__RECORDS PROVIDED__.
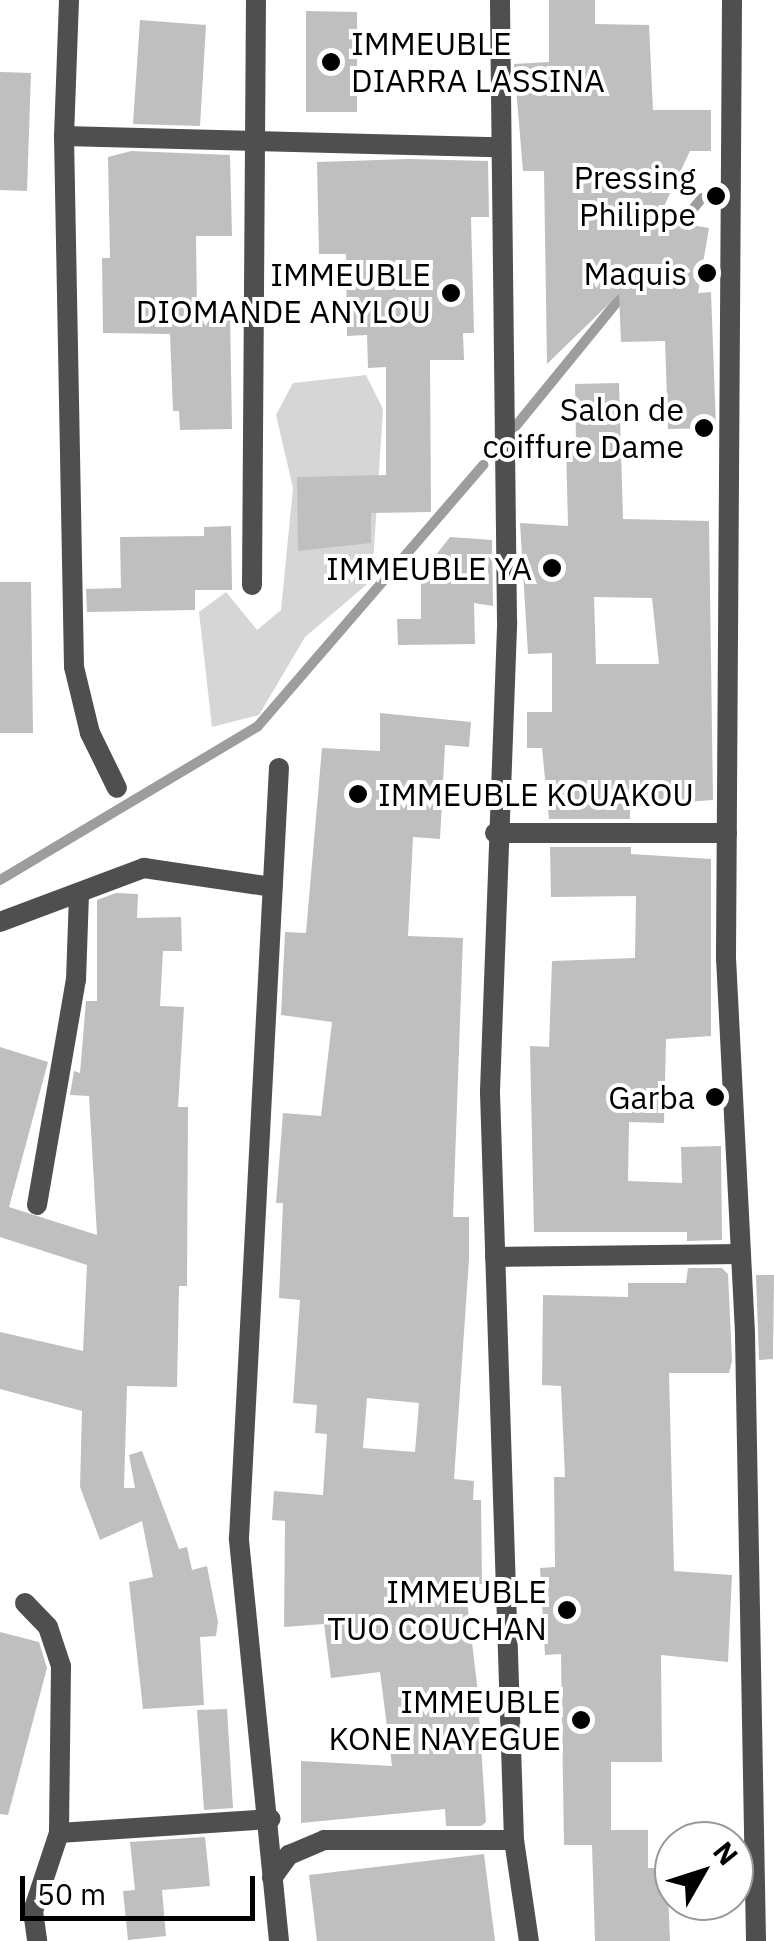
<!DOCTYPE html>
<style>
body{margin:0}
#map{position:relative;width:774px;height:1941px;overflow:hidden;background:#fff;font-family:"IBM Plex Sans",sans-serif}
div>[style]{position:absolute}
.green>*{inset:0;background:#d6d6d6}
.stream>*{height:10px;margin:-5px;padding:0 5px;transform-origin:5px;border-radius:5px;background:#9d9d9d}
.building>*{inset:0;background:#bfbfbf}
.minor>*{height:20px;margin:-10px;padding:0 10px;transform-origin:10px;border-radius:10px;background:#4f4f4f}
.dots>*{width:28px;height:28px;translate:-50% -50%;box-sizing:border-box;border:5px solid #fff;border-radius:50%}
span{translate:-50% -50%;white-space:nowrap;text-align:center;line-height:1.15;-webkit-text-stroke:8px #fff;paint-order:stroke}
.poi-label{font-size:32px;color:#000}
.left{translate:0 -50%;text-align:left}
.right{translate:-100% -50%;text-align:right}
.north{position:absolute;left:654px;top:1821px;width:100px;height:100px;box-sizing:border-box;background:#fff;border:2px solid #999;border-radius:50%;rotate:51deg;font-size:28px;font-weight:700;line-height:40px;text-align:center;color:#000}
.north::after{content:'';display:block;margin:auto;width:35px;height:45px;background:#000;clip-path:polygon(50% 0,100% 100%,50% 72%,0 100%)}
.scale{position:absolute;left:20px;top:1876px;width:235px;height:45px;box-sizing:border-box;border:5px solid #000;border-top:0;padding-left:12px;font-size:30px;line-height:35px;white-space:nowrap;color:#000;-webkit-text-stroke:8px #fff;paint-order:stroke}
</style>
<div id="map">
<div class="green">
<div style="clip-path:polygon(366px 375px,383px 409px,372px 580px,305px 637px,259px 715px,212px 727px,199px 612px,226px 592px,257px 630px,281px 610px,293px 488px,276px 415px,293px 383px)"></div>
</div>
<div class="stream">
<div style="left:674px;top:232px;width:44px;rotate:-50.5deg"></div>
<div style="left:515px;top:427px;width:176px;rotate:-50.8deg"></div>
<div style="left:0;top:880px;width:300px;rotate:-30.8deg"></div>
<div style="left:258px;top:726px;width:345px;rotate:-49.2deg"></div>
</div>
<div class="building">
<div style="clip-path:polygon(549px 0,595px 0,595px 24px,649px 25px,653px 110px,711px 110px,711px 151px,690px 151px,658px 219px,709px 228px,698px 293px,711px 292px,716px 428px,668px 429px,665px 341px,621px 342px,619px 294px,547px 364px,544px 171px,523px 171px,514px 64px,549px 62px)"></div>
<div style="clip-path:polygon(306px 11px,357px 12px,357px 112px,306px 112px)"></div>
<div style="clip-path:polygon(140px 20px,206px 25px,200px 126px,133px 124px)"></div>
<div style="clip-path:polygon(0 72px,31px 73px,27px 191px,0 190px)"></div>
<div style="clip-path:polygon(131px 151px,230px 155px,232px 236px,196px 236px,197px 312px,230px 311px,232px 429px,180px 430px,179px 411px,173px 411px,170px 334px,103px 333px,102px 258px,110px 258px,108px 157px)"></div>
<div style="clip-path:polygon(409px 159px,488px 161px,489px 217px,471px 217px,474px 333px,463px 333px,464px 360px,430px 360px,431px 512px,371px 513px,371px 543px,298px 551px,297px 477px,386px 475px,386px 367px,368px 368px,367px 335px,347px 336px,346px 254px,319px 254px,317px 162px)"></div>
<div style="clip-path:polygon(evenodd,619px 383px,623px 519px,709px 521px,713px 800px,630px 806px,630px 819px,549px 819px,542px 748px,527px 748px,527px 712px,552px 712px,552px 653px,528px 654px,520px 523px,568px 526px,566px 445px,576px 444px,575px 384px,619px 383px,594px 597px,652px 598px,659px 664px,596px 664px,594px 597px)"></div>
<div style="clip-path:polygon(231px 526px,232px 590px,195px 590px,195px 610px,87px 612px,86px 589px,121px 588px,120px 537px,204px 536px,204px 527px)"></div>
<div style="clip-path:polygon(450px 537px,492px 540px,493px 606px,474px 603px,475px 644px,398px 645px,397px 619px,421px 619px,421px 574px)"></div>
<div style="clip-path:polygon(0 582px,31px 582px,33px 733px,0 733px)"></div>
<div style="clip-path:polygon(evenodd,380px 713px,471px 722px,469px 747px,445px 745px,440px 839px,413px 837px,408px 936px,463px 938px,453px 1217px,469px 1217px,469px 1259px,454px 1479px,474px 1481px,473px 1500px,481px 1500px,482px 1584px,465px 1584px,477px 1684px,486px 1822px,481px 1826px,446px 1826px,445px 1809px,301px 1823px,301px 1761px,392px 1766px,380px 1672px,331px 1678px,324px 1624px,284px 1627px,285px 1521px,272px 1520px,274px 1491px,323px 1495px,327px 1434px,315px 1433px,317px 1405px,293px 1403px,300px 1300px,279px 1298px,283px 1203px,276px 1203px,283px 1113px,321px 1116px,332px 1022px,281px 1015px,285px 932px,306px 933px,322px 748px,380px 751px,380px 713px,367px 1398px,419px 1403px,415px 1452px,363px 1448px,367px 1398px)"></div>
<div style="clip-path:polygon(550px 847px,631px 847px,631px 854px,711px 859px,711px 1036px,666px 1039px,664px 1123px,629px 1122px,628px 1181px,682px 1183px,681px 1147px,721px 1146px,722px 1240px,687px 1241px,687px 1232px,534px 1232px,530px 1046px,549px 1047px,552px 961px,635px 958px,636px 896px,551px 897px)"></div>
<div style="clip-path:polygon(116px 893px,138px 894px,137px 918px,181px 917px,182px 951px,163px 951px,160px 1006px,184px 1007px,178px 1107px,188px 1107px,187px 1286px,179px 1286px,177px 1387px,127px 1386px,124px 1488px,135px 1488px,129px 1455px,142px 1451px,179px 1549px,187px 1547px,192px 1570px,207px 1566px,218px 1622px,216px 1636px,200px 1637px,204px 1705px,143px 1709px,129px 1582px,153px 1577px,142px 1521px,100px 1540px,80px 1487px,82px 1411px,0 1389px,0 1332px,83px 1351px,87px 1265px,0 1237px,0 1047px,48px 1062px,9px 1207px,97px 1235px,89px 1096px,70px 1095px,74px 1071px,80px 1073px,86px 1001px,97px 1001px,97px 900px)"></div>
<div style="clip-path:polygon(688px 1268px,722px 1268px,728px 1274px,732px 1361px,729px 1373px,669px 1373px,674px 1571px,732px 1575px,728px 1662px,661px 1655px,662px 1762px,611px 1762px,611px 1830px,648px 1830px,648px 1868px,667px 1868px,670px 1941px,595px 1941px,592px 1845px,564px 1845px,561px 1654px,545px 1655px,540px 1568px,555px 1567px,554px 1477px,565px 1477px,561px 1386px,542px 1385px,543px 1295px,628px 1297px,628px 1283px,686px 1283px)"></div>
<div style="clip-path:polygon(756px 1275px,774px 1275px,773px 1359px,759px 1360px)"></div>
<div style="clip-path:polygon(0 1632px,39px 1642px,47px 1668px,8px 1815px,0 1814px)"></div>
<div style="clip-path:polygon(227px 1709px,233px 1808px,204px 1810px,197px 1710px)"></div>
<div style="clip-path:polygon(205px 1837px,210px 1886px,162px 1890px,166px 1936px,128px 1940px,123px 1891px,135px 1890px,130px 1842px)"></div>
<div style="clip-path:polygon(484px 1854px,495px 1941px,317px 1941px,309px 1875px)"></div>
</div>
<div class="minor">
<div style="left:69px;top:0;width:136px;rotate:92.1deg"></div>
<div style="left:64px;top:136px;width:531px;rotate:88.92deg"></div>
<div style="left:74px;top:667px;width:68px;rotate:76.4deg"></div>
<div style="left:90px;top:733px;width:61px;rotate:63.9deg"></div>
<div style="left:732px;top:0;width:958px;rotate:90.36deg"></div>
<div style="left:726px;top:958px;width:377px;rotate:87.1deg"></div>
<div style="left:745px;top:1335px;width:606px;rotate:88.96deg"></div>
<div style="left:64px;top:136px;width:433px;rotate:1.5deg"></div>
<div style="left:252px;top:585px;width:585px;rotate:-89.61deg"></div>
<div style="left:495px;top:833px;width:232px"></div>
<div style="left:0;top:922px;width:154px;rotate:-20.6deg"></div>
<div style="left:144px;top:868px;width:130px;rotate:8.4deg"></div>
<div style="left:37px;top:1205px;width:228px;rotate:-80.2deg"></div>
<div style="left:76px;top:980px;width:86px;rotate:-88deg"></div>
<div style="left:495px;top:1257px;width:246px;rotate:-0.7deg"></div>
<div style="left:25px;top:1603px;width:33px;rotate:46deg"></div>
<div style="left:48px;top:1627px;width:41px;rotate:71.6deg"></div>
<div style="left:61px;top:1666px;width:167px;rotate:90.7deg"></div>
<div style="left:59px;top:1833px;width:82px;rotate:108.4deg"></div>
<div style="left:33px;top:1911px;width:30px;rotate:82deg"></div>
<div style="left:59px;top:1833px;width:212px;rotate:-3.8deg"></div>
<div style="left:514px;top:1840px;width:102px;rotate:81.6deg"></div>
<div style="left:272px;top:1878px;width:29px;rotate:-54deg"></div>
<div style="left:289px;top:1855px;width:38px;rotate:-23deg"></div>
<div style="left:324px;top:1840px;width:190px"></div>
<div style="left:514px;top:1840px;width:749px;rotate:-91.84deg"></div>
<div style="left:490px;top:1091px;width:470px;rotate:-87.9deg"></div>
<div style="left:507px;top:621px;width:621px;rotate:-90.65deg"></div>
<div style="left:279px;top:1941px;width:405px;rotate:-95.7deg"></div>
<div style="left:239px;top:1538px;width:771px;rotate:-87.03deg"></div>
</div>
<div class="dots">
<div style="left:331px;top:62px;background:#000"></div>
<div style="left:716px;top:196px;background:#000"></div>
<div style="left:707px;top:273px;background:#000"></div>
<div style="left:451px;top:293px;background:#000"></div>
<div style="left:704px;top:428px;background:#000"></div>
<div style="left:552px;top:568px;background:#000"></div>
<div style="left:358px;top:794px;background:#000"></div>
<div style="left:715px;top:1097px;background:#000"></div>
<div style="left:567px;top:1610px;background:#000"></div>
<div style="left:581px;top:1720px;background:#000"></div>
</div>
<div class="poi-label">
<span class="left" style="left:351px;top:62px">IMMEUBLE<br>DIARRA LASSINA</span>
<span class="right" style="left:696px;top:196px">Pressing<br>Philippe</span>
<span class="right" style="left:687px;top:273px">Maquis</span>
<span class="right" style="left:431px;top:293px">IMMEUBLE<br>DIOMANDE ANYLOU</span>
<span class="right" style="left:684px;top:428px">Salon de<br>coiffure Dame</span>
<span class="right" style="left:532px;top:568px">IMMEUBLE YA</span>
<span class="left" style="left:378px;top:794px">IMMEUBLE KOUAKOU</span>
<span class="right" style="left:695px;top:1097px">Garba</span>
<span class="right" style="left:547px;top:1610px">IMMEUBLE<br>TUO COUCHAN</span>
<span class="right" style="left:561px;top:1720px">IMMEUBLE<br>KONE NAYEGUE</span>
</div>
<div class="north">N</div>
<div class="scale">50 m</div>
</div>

__WORK INSTRUCTION__. Where the data above reaches the line holding "151px,230px 155px,232px 236px,196px", begin printing, and stop after the line holding "159px,488px 161px,489px 217px,471px". Each line must be reproduced exactly, with nothing else added.

__EXPECTED ANSWER__.
<div style="clip-path:polygon(131px 151px,230px 155px,232px 236px,196px 236px,197px 312px,230px 311px,232px 429px,180px 430px,179px 411px,173px 411px,170px 334px,103px 333px,102px 258px,110px 258px,108px 157px)"></div>
<div style="clip-path:polygon(409px 159px,488px 161px,489px 217px,471px 217px,474px 333px,463px 333px,464px 360px,430px 360px,431px 512px,371px 513px,371px 543px,298px 551px,297px 477px,386px 475px,386px 367px,368px 368px,367px 335px,347px 336px,346px 254px,319px 254px,317px 162px)"></div>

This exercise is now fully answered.